The early signs of discontent and demand destruction could be forcing OPEC’s hand, but increasing production carries its own risks.
OPEC and Russia are considering raising oil production in a few weeks’ time, and while much of the focus has (rightly) been on the supply outages in Venezuela and the potential for disruptions in Iran, the prospect of demand destruction also looms large for the cartel and its partners.
Oil forecasters had been predicting a blistering oil demand growth for 2018. But lately, those bullish forecasts are not looking quite as good, precisely because oil prices had climbed to their highest level in more than three years. For instance, in May the International Energy Agency revised down its forecast for demand growth for 2018 from 1.5 million barrels per day (mb/d) to 1.4 mb/d.
But a growing list of other signs should cause OPEC some concern, and might ultimately push the disparate members of the group into agreeing on higher output.
A nationwide truckers’ strike in Brazil paralyzed the country. Truckers were outraged by the soaring cost of fuel. The expense is made worse by the fact that Brazil’s currency, the real, has declined significantly this year, doubling the pain for motorists in the country. The strike led to enormous damage to the agricultural sector, and led to shortages of a wide array of basic goods. The country’s GDP is expected to take a significant hit.
That strike was followed up by an oil workers’ strike, which forced the temporary shutdown of a series of refineries. The workers, as well as the truckers and a wide swathe of the country, are outraged about the cost of fuel, and they demanded an end to the more market-based pricing for gasoline and diesel that was introduced several years ago. The return to a more government-controlled pricing mechanism, while better for consumers, is costly for the government and for state-owned Petrobras. The oil company has been digging out of a mountain of debt, and if it has to take on the cost of regulated fuel prices, it might have to pile on more obligations.
Brazil is emblematic of the pain that consumers face when oil prices rise by so much in such a short period of time. There are similar signs of disgruntlement around the world. Bloomberg notes that there are plans or calls for changes to fuel prices in India, Thailand, Vietnam and Indonesia. The reactions vary in degree and approach, but across the world there is unrest at the rising cost of energy.

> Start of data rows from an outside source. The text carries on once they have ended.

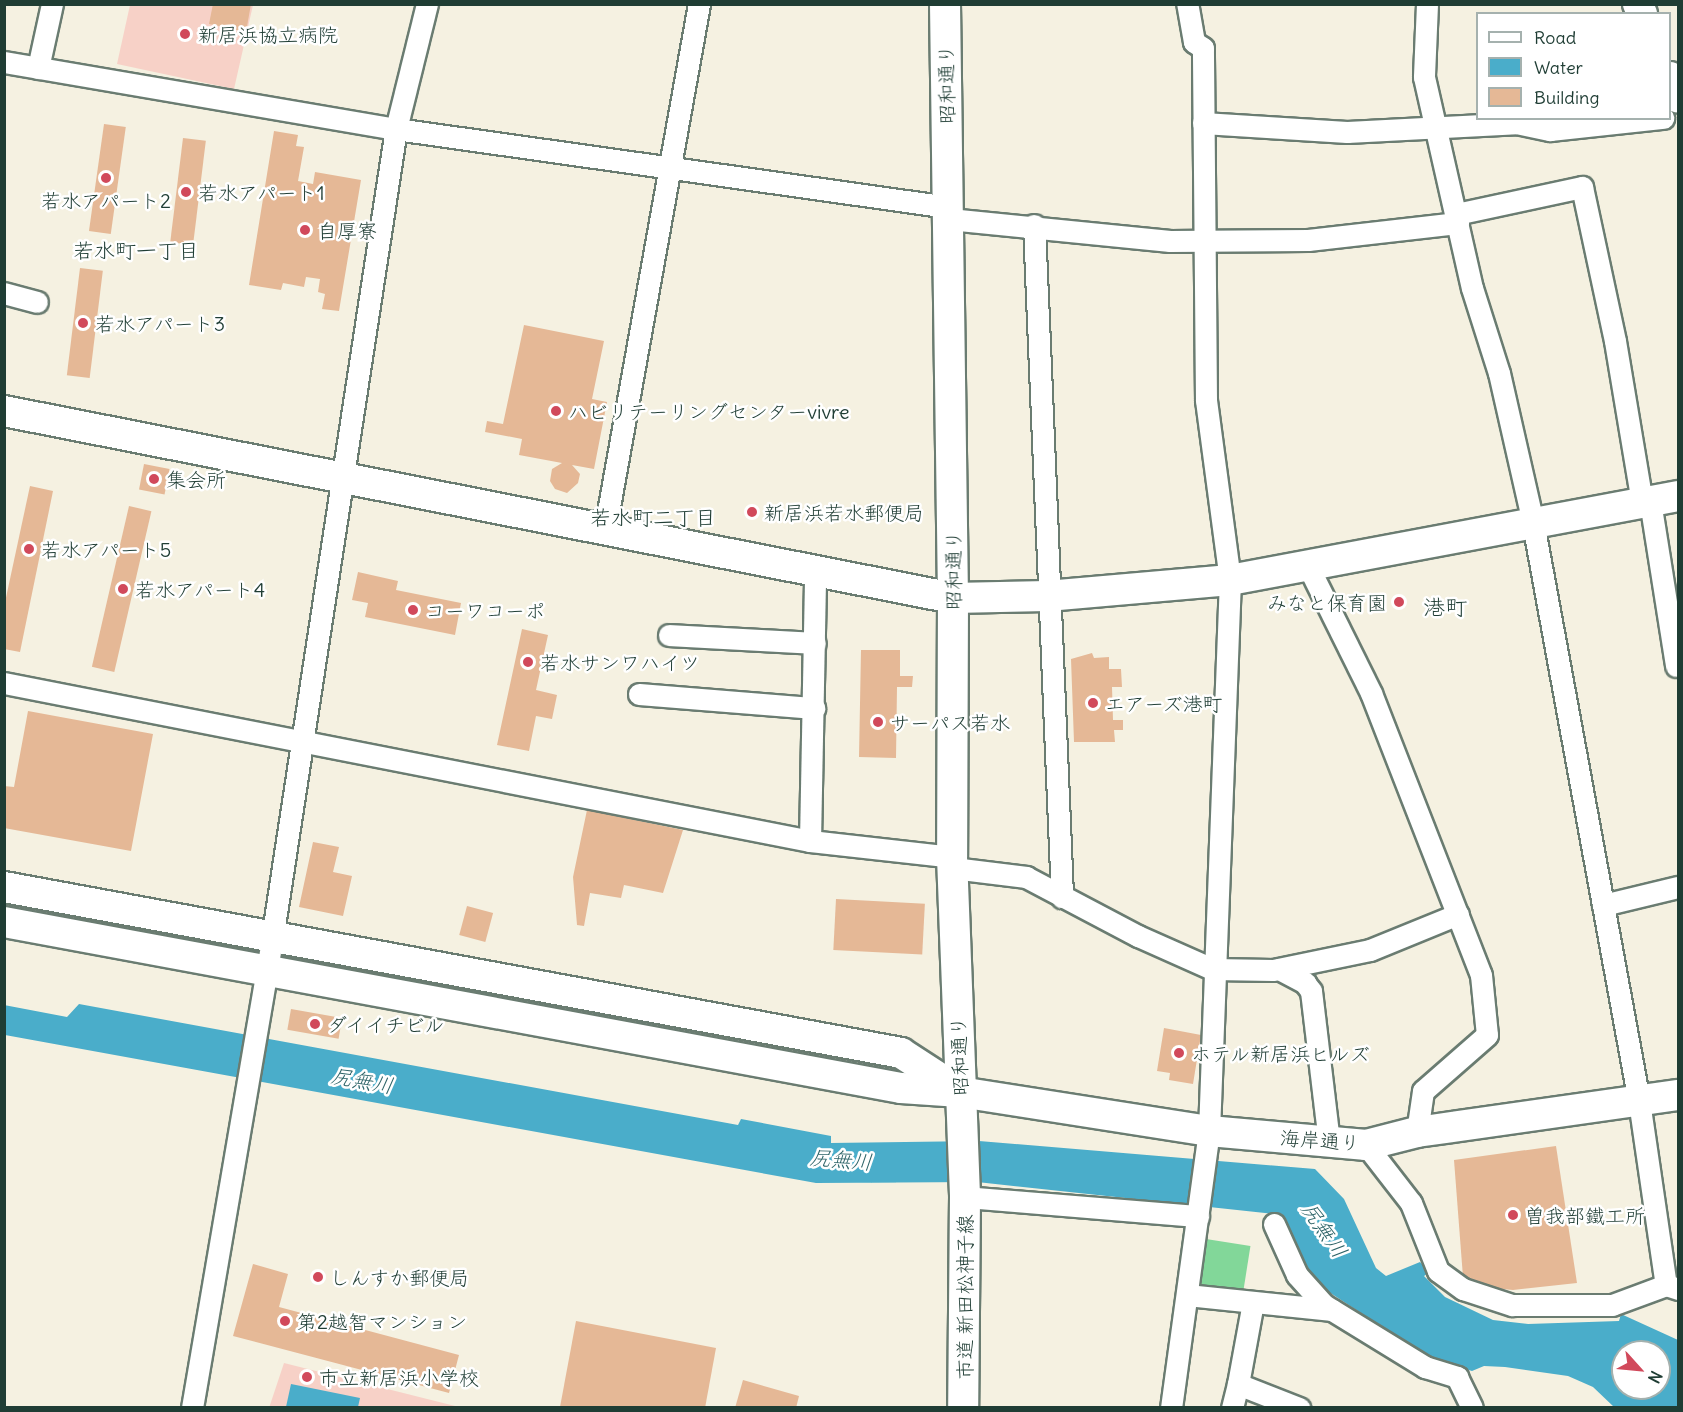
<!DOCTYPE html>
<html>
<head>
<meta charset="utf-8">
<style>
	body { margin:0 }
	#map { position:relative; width:1683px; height:1412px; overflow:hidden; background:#f5f1e1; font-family:Delius,"Klee One",sans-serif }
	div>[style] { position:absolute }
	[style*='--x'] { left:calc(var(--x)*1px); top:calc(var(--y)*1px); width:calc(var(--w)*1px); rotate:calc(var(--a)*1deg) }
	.built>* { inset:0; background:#f7d1c7 }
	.green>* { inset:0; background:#82d799; transform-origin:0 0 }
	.water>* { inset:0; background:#4aadca }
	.building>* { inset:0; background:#e5b896; transform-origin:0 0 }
	.roads { filter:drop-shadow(2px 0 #6a7c71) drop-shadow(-2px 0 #6a7c71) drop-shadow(0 2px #6a7c71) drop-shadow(0 -2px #6a7c71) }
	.street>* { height:21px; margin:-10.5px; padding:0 10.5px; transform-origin:10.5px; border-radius:10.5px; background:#fff }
	.secondary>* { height:30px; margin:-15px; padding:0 15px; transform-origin:15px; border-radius:15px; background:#fff }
	.dots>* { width:16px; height:16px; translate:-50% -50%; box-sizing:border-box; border:3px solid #fff; border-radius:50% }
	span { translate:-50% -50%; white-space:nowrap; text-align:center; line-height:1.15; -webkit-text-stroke:5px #fff; paint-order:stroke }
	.poi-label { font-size:20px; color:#1f3d34 }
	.left { translate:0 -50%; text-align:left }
	.right { translate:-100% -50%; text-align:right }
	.street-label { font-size:20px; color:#1f3d34 }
	.neighbourhood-label { font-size:21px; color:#1f3d34 }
	.water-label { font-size:21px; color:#2e6468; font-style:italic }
	.quarter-label { font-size:22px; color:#1f3d34 }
	.frame { position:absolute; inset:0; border:6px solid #1f3d34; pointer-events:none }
	.legend { position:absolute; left:1476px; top:12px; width:195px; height:108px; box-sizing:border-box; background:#fff; border:2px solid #a5b1ae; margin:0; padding:8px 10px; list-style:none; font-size:18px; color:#1f3d34 }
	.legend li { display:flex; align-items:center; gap:12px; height:30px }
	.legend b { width:30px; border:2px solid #a5b1ae }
	.north { position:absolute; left:1611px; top:1340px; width:60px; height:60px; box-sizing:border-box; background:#fff; border:2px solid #a5b1ae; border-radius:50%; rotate:117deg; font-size:16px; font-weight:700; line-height:24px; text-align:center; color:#1f3d34 }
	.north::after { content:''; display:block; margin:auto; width:21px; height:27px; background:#d1495b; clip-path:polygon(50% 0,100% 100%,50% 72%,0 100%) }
</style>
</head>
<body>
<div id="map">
	<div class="built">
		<i style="clip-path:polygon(130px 5px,253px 5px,234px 89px,117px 64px)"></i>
		<i style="clip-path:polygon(284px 1363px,459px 1407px,269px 1408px)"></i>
	</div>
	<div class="green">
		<i style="left:1206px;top:1239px;width:45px;height:50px;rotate:9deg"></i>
	</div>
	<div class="water">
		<i style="clip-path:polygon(evenodd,79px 1004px,738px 1125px,741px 1119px,831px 1136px,831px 1143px,979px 1141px,1315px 1169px,1344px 1199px,1376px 1268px,1386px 1276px,1420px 1262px,1430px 1272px,1424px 1276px,1445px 1297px,1493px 1320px,1528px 1324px,1619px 1321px,1621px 1314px,1678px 1340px,1678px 1407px,1614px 1407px,1593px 1387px,1568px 1376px,1505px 1367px,1484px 1366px,1472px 1371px,1430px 1358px,1315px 1283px,1283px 1215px,977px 1182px,816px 1183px,5px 1035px,4px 1005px,67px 1017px,79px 1004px,1623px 1352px,1659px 1352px,1659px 1388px,1623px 1388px,1623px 1352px)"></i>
		<i style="clip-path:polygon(291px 1384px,360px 1398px,358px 1407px,286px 1407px)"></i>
	</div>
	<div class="building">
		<i style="clip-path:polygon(213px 4px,251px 4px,246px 32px,209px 24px)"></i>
		<i style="left:104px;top:124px;width:22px;height:108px;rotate:8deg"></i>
		<i style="clip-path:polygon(274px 131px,298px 135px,296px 146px,304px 147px,298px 181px,313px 184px,315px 172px,361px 180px,339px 311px,322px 309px,325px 294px,318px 292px,320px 279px,306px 277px,304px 287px,283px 283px,281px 290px,249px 285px)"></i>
		<i style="left:183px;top:138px;width:23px;height:105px;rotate:7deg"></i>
		<i style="left:80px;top:268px;width:23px;height:108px;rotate:7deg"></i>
		<i style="clip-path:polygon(524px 325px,604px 341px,592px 399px,607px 402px,594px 469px,572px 465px,580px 474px,578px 483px,567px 493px,555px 489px,550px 481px,552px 469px,562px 463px,519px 455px,522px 439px,485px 432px,487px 421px,503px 424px)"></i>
		<i style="left:144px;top:464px;width:26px;height:26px;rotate:11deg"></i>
		<i style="clip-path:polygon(30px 486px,53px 491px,20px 652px,4px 649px,4px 607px)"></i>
		<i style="left:129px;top:506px;width:23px;height:165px;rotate:13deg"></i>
		<i style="clip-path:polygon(358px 572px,398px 581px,396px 590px,461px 603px,455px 635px,365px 617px,368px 603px,352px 600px)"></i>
		<i style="clip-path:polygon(522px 629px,548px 635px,536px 690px,557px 695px,552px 719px,536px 716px,529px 751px,497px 745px)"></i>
		<i style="clip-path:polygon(861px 650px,900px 650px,900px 676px,913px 676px,912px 687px,897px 687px,896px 758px,859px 757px)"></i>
		<i style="clip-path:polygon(1092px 653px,1094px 658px,1109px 657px,1109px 669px,1121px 669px,1122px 687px,1112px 687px,1113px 720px,1123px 720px,1123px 730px,1114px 730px,1115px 742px,1074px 742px,1071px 659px)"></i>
		<i style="clip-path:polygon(28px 711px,153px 734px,131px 851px,4px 828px,4px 786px,14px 787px)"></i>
		<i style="clip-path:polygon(587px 810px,683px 830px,663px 893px,624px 885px,621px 898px,590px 893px,584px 926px,577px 925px,573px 877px)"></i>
		<i style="clip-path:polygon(313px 842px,339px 847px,333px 872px,352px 876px,343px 916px,299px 907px)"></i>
		<i style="left:836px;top:899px;width:89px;height:51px;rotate:3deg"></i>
		<i style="left:467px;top:906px;width:27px;height:30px;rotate:15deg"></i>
		<i style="left:291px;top:1009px;width:52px;height:21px;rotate:10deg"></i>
		<i style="clip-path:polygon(1164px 1028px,1201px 1035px,1193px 1084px,1169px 1080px,1170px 1073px,1157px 1071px)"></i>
		<i style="clip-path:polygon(1556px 1146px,1577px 1283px,1513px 1290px,1482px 1287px,1463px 1277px,1454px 1160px)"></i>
		<i style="clip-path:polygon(253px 1264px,288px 1274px,279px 1307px,459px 1355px,449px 1393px,233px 1336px)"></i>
		<i style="clip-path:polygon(576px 1321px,716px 1348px,705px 1408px,560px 1407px)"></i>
		<i style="clip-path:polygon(743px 1380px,799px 1396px,796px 1408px,735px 1408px)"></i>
	</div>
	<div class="roads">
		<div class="street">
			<i style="--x:1427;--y:4;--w:73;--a:92.4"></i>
			<i style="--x:1424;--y:77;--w:216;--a:77.2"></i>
			<i style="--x:1472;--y:288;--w:89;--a:72.4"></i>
			<i style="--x:1499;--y:373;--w:154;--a:77.2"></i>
			<i style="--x:1533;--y:523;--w:588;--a:79.61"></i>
			<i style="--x:1639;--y:1101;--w:186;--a:81.7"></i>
			<i style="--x:1666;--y:1285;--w:13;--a:18"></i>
			<i style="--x:4;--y:62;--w:398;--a:9.7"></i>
			<i style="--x:396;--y:129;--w:557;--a:8.04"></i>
			<i style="--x:38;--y:68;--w:66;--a:-77.7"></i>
			<i style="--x:1203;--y:123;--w:144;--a:3.6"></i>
			<i style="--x:1347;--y:132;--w:169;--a:-3"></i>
			<i style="--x:1516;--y:123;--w:35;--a:12"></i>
			<i style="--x:1550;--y:130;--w:114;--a:-6.1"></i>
			<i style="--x:1456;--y:214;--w:129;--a:-12.1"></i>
			<i style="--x:1582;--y:187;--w:157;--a:77.9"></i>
			<i style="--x:1615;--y:341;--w:163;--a:80.5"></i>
			<i style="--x:949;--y:219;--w:222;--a:5.7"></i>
			<i style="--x:1170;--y:241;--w:138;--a:-0.4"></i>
			<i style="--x:1308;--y:240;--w:151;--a:-6.5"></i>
			<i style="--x:1034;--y:225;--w:673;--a:87.61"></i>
			<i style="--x:4;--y:293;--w:34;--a:15"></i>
			<i style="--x:1650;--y:501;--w:167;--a:81"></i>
			<i style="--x:605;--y:529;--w:533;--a:-79.85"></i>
			<i style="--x:1308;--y:566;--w:142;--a:63.6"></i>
			<i style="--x:1371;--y:693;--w:303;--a:68.7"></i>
			<i style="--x:1481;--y:975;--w:60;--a:84.3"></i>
			<i style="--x:1487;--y:1035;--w:85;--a:138.8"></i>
			<i style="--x:1423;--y:1091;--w:41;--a:98.3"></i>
			<i style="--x:669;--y:635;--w:146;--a:3.1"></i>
			<i style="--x:4;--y:683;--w:821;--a:11.09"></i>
			<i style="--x:810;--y:841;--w:143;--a:6.4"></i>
			<i style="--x:639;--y:694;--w:176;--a:4.6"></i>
			<i style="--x:810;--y:841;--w:272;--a:-88.9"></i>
			<i style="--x:953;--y:868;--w:74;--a:7"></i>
			<i style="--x:1026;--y:877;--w:127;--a:27.8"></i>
			<i style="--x:1138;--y:936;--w:81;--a:24"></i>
			<i style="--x:1212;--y:969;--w:61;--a:0.9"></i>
			<i style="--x:1273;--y:970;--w:99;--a:-11.7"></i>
			<i style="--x:1370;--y:950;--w:95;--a:-22.2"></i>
			<i style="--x:1603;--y:905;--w:77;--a:-13.5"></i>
			<i style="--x:1279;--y:969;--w:30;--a:28"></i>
			<i style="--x:1305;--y:983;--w:10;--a:53"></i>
			<i style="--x:1311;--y:991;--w:151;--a:83.2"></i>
			<i style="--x:1366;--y:1145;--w:73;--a:52.2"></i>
			<i style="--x:1411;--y:1203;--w:73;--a:68.3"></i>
			<i style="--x:1438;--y:1271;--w:31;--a:36"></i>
			<i style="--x:1463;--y:1289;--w:52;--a:18.1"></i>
			<i style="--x:1512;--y:1305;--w:100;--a:0"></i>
			<i style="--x:1612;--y:1305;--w:58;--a:-20.3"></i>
			<i style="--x:965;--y:1197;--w:234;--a:4.7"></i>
			<i style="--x:1274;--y:1224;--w:56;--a:65.7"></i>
			<i style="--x:1297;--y:1275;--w:40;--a:48"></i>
			<i style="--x:1324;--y:1305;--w:119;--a:31.5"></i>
			<i style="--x:1425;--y:1367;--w:34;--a:17"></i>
			<i style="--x:1457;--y:1377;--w:34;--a:64"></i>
			<i style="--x:1187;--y:1295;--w:146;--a:5.9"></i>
			<i style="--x:1238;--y:1384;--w:83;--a:-79.6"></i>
			<i style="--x:192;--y:1408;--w:476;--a:-80.3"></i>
			<i style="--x:272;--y:939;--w:819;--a:-81.3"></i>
			<i style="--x:396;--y:129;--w:129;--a:-76.1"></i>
			<i style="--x:1171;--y:1408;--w:280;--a:-82.2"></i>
			<i style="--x:1209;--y:1131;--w:551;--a:-87.82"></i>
			<i style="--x:1230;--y:580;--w:182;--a:-97.6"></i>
			<i style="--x:1206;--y:400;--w:352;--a:-90.5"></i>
			<i style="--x:1203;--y:48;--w:11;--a:-146"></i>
			<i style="--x:1194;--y:42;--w:39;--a:-100"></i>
			<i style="--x:1232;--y:1408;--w:25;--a:-76"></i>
			<i style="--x:1238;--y:1384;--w:66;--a:21.5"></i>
		</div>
		<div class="secondary">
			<i style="--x:945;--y:4;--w:594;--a:89.23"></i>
			<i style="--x:953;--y:598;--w:259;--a:90.2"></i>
			<i style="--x:952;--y:857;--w:340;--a:87.8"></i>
			<i style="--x:965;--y:1197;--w:211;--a:90.5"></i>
			<i style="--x:1638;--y:4;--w:11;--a:68"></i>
			<i style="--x:1670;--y:77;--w:22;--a:69"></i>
			<i style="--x:4;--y:411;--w:967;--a:11.15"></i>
			<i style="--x:953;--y:598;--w:94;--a:-1.2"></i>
			<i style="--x:1047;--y:596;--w:184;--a:-5"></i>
			<i style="--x:1230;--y:580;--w:456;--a:-10.6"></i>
			<i style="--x:4;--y:887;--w:912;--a:10.48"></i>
			<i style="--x:901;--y:1053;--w:68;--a:33"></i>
			<i style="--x:4;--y:922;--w:912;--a:10.48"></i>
			<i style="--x:901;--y:1088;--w:59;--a:3.9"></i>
			<i style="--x:960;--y:1092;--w:252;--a:8.9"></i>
			<i style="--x:1209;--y:1131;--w:158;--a:5.1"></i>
			<i style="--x:1366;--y:1145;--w:53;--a:-14.3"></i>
			<i style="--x:1417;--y:1132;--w:264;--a:-8.1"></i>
		</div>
	</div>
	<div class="dots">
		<i style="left:185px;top:34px;background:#d1495b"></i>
		<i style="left:106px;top:178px;background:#d1495b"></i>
		<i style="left:186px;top:192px;background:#d1495b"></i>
		<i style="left:305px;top:230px;background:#d1495b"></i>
		<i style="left:83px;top:323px;background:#d1495b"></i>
		<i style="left:556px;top:411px;background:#d1495b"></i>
		<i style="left:154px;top:479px;background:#d1495b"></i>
		<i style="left:752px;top:512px;background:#d1495b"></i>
		<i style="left:29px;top:549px;background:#d1495b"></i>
		<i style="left:123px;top:589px;background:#d1495b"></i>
		<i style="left:1399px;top:602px;background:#d1495b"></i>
		<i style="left:413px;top:610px;background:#d1495b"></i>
		<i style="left:528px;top:662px;background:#d1495b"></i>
		<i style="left:1093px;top:703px;background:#d1495b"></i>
		<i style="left:878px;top:722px;background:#d1495b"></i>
		<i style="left:315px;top:1024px;background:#d1495b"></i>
		<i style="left:1179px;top:1053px;background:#d1495b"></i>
		<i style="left:1513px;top:1215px;background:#d1495b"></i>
		<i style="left:318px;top:1277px;background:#d1495b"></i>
		<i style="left:285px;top:1321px;background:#d1495b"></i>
		<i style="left:307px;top:1377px;background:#d1495b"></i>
	</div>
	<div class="poi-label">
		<span class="left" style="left:198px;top:34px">新居浜協立病院</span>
		<span class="left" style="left:198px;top:192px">若水アパート1</span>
		<span style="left:106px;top:200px">若水アパート2</span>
		<span class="left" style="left:317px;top:230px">自厚寮</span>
		<span class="left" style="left:95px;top:323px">若水アパート3</span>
		<span class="left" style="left:568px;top:411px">ハビリテーリングセンターvivre</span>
		<span class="left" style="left:166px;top:479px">集会所</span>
		<span class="left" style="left:764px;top:512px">新居浜若水郵便局</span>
		<span class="left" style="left:41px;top:549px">若水アパート5</span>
		<span class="left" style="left:135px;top:589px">若水アパート4</span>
		<span class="right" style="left:1387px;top:602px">みなと保育園</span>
		<span class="left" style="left:425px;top:610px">コーワコーポ</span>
		<span class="left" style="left:540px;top:662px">若水サンワハイツ</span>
		<span class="left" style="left:1105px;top:703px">エアーズ港町</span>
		<span class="left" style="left:890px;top:722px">サーパス若水</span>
		<span class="left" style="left:327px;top:1024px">ダイイチビル</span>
		<span class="left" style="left:1191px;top:1053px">ホテル新居浜ヒルズ</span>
		<span class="left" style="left:1525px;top:1215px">曽我部鐵工所</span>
		<span class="left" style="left:330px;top:1277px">しんすか郵便局</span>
		<span class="left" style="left:297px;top:1321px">第2越智マンション</span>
		<span class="left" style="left:319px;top:1377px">市立新居浜小学校</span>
	</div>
	<div class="street-label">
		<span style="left:946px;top:84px;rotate:-91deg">昭和通り</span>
		<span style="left:953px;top:570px;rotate:-90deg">昭和通り</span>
		<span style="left:959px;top:1056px;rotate:-92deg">昭和通り</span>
		<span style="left:1320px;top:1140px;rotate:4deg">海岸通り</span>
		<span style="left:964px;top:1297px;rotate:-90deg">市道 新田松神子線</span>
	</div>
	<div class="neighbourhood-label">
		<span style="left:136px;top:251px">若水町一丁目</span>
		<span style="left:653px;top:518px">若水町二丁目</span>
	</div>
	<div class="water-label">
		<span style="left:362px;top:1081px;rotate:10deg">尻無川</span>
		<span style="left:841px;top:1160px;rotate:5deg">尻無川</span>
		<span style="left:1324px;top:1230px;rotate:55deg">尻無川</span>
	</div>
	<div class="quarter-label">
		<span style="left:1445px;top:608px">港町</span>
	</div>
	<div class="frame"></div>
	<ul class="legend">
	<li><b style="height:8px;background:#fff"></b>Road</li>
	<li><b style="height:16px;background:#4aadca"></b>Water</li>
	<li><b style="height:16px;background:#e5b896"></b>Building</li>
	</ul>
	<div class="north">N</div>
</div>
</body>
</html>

These developments will not be lost on OPEC and its non-OPEC partners as they gather in Vienna on June 22. Keeping the production cuts in place for the rest of 2018, which has long been the plan, could risk overtightening the oil market, potentially sending prices up towards $100 per barrel. That would lead to much wider economic pain and conflict. Ultimately, high prices would destroy oil demand, a development that would likely backfire on OPEC.
However, the flip side of this is that OPEC also faces risks if it decides to increase oil production.
While the specific fuel-related concerns are becoming increasingly visible on the ground, the macroeconomic environment is showing some signs of trouble. The most recent datafrom the global manufacturing PMI by IHS Markit puts global manufacturing growth at a nine-month low, “largely reflecting a waning of global trade flows to the weakest for over one-and-a-half years.”
At the same time, the Wall Street Journal notes that investor confidence in the Eurozone is at a multi-year low, a reflection of the trade war that has erupted between the U.S. and the EU, as well as the political turmoil in Italy, which has put the common currency back in the spotlight.
In short, the global growth story is starting to look a little shaky.
All of this puts OPEC in a tricky position. If it keeps the production cuts in place, oil prices could go too high. Historically, high oil prices help contribute to economic slowdowns, so OPEC runs the risk of sowing the seeds of an economic downturn, which would inevitably drag oil prices back down.
But, OPEC also faces risks by increasing output as well. The danger is that the global economy softens anyway, and OPEC ramps up production at the same time when the economic cycle moves into a slow phase. While higher oil supplies would lower prices and thus blunt the negative fallout of a cyclical downturn, OPEC would also be pumping oil just as the market needs less of it. The result could be a decline in prices far beyond what the cartel wants.
As a result, there are no clear or easy answers for OPEC and Russia when they meet in two weeks.